The prestigious Boston Consulting Group has been recently vastly investigating the modern phenomena of the New Luxury. As a result they were finally able to answer the question: Why consumers want New Luxury goods? What is the psychology of this new cultural phenomena.
What does New Luxury exactly mean? The investigators from the BCG defined three major types of the New Luxury goods.
Accessible supremium”: the products which are priced near the top in their category, but still accessible for the middle-market consumer, because they are the products of the everyday or almost everyday use. For example, the Danone yogurts, or the Belvedere vodka.
Old luxury brand extensions”: lower-priced versions of products created by the luxury companies. We can see many examples of it in fashion: Armani developed their lower-priced line Armani Jeans, Dolce & Gabbana has D&G, Prada has Miu-Miu.
Masstige” goods: short for “mass-prestige”. These goods are neither on the top nor related to other iterations of the brand. As an example we can remember the Body Shop, which has a certain level of service and quality, but still is the mass product.

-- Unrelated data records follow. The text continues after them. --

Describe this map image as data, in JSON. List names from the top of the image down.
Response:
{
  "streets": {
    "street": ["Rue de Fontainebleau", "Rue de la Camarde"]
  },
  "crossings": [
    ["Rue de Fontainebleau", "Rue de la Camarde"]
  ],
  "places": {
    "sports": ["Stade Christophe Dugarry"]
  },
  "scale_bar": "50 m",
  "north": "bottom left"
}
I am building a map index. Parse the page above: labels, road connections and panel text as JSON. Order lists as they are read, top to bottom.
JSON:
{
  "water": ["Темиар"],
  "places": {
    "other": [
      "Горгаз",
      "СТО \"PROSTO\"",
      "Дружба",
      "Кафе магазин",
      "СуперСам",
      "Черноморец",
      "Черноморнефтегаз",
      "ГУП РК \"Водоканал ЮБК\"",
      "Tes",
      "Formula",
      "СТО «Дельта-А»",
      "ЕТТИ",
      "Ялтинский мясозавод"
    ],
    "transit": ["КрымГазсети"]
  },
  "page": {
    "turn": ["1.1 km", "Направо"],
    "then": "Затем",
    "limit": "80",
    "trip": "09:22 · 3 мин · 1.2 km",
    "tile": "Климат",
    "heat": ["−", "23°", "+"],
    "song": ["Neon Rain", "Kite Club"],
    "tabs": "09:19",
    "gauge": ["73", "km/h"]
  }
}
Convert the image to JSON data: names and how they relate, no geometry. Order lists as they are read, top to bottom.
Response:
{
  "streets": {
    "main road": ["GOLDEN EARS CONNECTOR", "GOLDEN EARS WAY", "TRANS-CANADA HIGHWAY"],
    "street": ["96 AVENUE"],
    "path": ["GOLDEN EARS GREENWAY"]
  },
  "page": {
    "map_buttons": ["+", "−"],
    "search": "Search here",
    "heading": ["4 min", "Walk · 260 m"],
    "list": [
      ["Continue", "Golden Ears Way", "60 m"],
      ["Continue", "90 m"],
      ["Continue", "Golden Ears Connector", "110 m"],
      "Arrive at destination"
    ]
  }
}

There are many actual reasons for why the consumers choose more and more New Luxury goods in their lives. The BCG vinculates it to the new social changes, such as late marriages, less children, women working and maintaining themselves, more freedom and more time and money to spend on ourselves. Also there are some psychological aspects of the consumer´s behaviour which allow to talk about the New Luxury as a psychological phenomena indeed.
During the investigation there were four “emotional spaces” elaborated. They are: Taking Care of Me, Connecting, Questing and Individual Style. So these are the motivations which more or less define our choices in the everyday life.
Taking Care of Me (well-being, beauty and youthfullness, making time for myself). This emotional space is the most personal and immediate, it is about rejuvenation, stress reduction, emotional uplift, comfort, rest. Many cosmetic companies build their publicity and advertisement campaigns based on this emotional space. All of us can remember L´Oreal and its famous “Because you´re worth it”, and the endless spots about the rejuvenating creams and self-care products. The culture of youth and self-care is very popular today and neither the brands nor the consumers can ignore it. Certainly, this psychological point is not only about cosmetics. Here we can name other types of products, like chocolate, coffee, ice-cream, house appliances, etc. This category is about self-care and personal pleasures.
Connecting (attractiveness, hooking up, affiliation and membership). Because of the late marriages people spend more time dating and “branding” themselves, so when it comes to the relationship, women pay the same amount fo attention to it as men. Here we can find such New Luxury goods as good clothes and accessories, good restaurants and the certain level of other places where people use to go on dates.
Questing (taste, adventure, learning and play). This emotional space is about the goods we can buy which enrich our existence, deliver new experience, satisfy our curiosity, provide adventure and excitement and add novelty to our lives. This emotional space is more about travelling, but not only about it. This can explain, for example, the success of the new cultural phenomena as the concept-stores, like Colette in Paris or 10 Corso Como in Milan, which offer the latest, the ultimate, the exclusive, the unusual goods attracting the fashionable youngsters from all over the world.
Individual Style (achievement, sophistication and success). This emotional space is about people expressing themselves. It is very important in some categories of goods, such as cars or clothes, though it can be seen in the other categories too. Many marketing campaigns are based on this phenomena and that is why the consumers tend more and more to identify themselves with their favourite brand. For example, everybody heard about the expression “Prada girl”. What does it mean? It means sophistication, class, intelligence, prestige, high intellectual level. Where did it come from? It came from the message the brand is transmitting and the type of consumers they want to be related with.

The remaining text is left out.